▶ Prompt
Please repeat every entry that follows, keeping each one exactly the same.

▶ Data for this exercise
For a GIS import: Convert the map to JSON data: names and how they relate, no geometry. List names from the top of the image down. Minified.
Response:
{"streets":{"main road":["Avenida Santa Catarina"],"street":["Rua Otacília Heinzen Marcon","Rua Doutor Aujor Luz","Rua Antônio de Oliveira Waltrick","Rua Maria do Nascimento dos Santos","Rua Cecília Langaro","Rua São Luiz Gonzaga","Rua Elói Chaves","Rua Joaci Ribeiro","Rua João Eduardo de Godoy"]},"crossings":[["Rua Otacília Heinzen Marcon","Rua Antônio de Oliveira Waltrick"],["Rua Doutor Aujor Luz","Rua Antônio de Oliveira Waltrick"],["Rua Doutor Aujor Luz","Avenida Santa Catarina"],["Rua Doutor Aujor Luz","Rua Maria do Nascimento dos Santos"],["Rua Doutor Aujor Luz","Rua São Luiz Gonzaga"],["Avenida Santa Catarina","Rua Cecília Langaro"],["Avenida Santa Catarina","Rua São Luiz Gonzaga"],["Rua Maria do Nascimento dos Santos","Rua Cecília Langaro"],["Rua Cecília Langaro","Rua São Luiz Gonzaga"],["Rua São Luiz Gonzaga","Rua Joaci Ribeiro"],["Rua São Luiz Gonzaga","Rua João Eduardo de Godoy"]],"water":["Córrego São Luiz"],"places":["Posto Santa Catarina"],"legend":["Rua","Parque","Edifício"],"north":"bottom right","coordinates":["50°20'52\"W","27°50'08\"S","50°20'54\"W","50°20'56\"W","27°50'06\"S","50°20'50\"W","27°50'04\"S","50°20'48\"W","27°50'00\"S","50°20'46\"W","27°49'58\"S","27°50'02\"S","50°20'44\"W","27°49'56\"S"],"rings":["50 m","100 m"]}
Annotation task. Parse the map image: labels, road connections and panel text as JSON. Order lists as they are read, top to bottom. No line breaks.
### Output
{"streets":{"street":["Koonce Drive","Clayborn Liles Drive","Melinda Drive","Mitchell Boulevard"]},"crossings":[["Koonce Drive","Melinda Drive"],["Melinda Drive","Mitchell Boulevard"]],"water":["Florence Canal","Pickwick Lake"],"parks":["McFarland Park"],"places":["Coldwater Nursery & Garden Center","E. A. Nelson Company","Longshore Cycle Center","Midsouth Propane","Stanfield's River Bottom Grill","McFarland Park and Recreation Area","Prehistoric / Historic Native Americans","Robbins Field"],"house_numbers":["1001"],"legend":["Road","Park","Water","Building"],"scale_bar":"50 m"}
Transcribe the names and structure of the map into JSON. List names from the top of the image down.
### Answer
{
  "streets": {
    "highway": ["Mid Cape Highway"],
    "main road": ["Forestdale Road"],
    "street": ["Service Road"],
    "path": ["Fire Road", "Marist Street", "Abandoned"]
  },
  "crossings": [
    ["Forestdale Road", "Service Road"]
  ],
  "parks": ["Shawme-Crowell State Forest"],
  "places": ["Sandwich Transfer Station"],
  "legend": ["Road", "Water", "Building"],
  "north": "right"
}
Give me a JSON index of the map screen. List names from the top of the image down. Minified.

▶ Result for this exercise
For a GIS import: Convert the map to JSON data: names and how they relate, no geometry. List names from the top of the image down. Minified.
Response:
{"streets":{"main road":["Avenida Santa Catarina"],"street":["Rua Otacília Heinzen Marcon","Rua Doutor Aujor Luz","Rua Antônio de Oliveira Waltrick","Rua Maria do Nascimento dos Santos","Rua Cecília Langaro","Rua São Luiz Gonzaga","Rua Elói Chaves","Rua Joaci Ribeiro","Rua João Eduardo de Godoy"]},"crossings":[["Rua Otacília Heinzen Marcon","Rua Antônio de Oliveira Waltrick"],["Rua Doutor Aujor Luz","Rua Antônio de Oliveira Waltrick"],["Rua Doutor Aujor Luz","Avenida Santa Catarina"],["Rua Doutor Aujor Luz","Rua Maria do Nascimento dos Santos"],["Rua Doutor Aujor Luz","Rua São Luiz Gonzaga"],["Avenida Santa Catarina","Rua Cecília Langaro"],["Avenida Santa Catarina","Rua São Luiz Gonzaga"],["Rua Maria do Nascimento dos Santos","Rua Cecília Langaro"],["Rua Cecília Langaro","Rua São Luiz Gonzaga"],["Rua São Luiz Gonzaga","Rua Joaci Ribeiro"],["Rua São Luiz Gonzaga","Rua João Eduardo de Godoy"]],"water":["Córrego São Luiz"],"places":["Posto Santa Catarina"],"legend":["Rua","Parque","Edifício"],"north":"bottom right","coordinates":["50°20'52\"W","27°50'08\"S","50°20'54\"W","50°20'56\"W","27°50'06\"S","50°20'50\"W","27°50'04\"S","50°20'48\"W","27°50'00\"S","50°20'46\"W","27°49'58\"S","27°50'02\"S","50°20'44\"W","27°49'56\"S"],"rings":["50 m","100 m"]}
Annotation task. Parse the map image: labels, road connections and panel text as JSON. Order lists as they are read, top to bottom. No line breaks.
### Output
{"streets":{"street":["Koonce Drive","Clayborn Liles Drive","Melinda Drive","Mitchell Boulevard"]},"crossings":[["Koonce Drive","Melinda Drive"],["Melinda Drive","Mitchell Boulevard"]],"water":["Florence Canal","Pickwick Lake"],"parks":["McFarland Park"],"places":["Coldwater Nursery & Garden Center","E. A. Nelson Company","Longshore Cycle Center","Midsouth Propane","Stanfield's River Bottom Grill","McFarland Park and Recreation Area","Prehistoric / Historic Native Americans","Robbins Field"],"house_numbers":["1001"],"legend":["Road","Park","Water","Building"],"scale_bar":"50 m"}
Transcribe the names and structure of the map into JSON. List names from the top of the image down.
### Answer
{
  "streets": {
    "highway": ["Mid Cape Highway"],
    "main road": ["Forestdale Road"],
    "street": ["Service Road"],
    "path": ["Fire Road", "Marist Street", "Abandoned"]
  },
  "crossings": [
    ["Forestdale Road", "Service Road"]
  ],
  "parks": ["Shawme-Crowell State Forest"],
  "places": ["Sandwich Transfer Station"],
  "legend": ["Road", "Water", "Building"],
  "north": "right"
}
Give me a JSON index of the map screen. List names from the top of the image down. Minified.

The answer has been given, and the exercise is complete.